======== Material for this exercise

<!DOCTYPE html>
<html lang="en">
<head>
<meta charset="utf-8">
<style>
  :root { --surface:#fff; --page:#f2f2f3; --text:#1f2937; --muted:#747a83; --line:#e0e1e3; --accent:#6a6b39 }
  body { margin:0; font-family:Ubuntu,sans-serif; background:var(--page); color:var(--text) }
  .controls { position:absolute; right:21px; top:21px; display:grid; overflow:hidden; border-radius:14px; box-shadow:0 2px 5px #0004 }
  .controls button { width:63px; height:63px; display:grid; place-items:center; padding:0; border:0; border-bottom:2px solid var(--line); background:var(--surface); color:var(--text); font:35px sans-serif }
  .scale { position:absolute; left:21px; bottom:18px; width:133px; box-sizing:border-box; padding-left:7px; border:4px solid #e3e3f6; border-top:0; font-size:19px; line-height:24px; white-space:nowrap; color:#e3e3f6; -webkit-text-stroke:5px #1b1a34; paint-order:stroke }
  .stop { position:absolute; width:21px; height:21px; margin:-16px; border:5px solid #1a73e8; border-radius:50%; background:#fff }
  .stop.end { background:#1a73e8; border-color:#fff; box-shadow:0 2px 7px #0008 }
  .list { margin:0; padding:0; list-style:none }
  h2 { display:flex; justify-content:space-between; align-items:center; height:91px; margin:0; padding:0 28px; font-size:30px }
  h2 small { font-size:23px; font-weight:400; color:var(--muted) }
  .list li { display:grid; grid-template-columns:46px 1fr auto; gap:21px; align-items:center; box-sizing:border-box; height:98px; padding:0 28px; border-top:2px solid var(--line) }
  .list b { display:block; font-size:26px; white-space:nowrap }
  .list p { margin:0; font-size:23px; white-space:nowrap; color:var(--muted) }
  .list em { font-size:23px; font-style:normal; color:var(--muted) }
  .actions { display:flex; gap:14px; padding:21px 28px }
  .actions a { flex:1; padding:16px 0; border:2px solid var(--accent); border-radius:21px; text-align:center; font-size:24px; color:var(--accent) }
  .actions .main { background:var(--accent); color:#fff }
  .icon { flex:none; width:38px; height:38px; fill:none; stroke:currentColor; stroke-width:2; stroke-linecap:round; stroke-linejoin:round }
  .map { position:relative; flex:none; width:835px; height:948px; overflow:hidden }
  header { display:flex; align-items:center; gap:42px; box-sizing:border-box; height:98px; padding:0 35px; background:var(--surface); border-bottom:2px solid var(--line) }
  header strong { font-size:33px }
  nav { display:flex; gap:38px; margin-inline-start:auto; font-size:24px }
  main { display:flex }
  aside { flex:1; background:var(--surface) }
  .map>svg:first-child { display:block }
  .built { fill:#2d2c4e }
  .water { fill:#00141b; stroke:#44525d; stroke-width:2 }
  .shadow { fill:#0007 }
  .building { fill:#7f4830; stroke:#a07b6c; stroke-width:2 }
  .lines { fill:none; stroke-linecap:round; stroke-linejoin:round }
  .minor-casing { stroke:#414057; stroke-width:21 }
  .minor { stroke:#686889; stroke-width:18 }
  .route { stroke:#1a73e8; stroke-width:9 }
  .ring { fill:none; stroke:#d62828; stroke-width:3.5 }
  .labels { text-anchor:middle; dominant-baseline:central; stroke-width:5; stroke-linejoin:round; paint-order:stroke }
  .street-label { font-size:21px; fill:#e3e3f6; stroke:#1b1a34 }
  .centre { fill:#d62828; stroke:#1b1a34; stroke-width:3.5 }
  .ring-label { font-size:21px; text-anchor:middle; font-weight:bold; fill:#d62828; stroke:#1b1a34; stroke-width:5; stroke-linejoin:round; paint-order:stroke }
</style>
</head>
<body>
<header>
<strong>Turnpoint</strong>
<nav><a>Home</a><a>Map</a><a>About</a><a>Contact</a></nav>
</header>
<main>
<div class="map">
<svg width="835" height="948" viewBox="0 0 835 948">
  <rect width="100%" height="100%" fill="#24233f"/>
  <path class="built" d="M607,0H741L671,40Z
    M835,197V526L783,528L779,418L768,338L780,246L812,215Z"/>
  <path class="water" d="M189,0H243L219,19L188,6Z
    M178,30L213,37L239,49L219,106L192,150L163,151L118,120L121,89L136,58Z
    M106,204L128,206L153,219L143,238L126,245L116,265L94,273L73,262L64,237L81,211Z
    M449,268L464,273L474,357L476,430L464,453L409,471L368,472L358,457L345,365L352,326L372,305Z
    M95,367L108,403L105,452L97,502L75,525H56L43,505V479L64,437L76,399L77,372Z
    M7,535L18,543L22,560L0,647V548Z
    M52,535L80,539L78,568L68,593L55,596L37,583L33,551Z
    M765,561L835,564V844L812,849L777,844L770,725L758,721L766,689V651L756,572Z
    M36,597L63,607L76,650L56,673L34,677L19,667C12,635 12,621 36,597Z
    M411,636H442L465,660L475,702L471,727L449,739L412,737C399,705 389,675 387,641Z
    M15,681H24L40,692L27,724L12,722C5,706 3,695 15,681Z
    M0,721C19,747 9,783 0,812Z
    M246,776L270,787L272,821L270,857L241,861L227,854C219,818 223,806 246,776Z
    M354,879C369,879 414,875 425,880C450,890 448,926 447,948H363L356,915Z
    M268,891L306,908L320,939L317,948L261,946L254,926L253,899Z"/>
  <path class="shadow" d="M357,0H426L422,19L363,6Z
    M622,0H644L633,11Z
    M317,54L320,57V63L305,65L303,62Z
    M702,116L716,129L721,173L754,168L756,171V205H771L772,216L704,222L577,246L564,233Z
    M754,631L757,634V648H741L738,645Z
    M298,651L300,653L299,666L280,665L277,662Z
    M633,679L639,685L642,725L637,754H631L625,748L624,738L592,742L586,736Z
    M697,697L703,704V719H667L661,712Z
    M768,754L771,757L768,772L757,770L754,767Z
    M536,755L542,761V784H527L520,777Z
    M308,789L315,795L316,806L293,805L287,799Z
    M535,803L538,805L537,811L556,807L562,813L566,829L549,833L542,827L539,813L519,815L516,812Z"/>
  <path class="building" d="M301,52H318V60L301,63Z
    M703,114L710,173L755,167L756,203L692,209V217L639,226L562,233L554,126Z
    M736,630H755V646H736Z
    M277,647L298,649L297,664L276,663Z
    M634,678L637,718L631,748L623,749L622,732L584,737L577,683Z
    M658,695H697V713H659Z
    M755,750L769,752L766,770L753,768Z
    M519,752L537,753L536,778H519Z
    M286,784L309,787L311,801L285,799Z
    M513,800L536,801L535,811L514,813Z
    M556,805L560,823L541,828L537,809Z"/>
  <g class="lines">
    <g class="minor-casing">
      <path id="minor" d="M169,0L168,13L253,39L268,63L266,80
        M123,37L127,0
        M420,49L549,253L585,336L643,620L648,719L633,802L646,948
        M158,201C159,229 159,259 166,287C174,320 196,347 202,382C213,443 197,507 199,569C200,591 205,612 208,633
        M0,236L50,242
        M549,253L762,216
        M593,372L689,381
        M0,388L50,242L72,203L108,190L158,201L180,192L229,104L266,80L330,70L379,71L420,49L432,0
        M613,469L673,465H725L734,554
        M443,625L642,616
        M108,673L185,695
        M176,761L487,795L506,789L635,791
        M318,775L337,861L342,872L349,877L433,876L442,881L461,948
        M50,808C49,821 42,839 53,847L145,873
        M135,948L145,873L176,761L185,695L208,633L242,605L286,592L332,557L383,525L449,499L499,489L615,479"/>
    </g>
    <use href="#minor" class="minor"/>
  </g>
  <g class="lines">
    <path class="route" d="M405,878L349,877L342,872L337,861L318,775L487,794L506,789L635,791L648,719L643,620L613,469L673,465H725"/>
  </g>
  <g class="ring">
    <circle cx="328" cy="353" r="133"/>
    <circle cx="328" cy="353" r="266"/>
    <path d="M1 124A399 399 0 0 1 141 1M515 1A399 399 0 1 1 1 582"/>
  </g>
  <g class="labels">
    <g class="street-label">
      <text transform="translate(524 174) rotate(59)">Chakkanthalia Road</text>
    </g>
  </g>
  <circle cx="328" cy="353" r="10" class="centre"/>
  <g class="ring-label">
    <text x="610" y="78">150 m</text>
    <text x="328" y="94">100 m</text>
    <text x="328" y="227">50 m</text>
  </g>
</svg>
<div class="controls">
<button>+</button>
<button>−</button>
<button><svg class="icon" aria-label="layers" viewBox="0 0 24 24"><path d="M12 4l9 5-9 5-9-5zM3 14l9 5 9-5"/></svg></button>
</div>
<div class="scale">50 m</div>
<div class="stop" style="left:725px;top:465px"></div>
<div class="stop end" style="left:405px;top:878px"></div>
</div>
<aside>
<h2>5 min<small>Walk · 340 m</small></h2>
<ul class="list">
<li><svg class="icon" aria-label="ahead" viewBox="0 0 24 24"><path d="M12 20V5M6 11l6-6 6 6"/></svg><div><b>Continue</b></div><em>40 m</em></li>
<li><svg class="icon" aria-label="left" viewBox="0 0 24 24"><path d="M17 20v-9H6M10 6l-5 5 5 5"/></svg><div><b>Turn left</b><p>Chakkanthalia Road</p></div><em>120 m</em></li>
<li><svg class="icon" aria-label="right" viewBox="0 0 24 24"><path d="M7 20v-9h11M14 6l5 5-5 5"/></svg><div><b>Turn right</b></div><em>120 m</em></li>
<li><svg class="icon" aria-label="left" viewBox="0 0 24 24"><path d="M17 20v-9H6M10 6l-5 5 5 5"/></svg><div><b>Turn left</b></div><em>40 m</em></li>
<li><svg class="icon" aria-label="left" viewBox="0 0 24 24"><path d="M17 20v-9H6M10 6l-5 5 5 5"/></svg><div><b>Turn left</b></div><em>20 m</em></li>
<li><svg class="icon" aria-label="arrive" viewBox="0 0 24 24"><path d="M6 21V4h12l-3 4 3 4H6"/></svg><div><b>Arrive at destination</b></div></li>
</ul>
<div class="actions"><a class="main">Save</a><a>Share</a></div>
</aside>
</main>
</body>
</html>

================

The answer is each line from the entries above in which the word "radius" occurs.

  .controls { position:absolute; right:21px; top:21px; display:grid; overflow:hidden; border-radius:14px; box-shadow:0 2px 5px #0004 }
  .stop { position:absolute; width:21px; height:21px; margin:-16px; border:5px solid #1a73e8; border-radius:50%; background:#fff }
  .actions a { flex:1; padding:16px 0; border:2px solid var(--accent); border-radius:21px; text-align:center; font-size:24px; color:var(--accent) }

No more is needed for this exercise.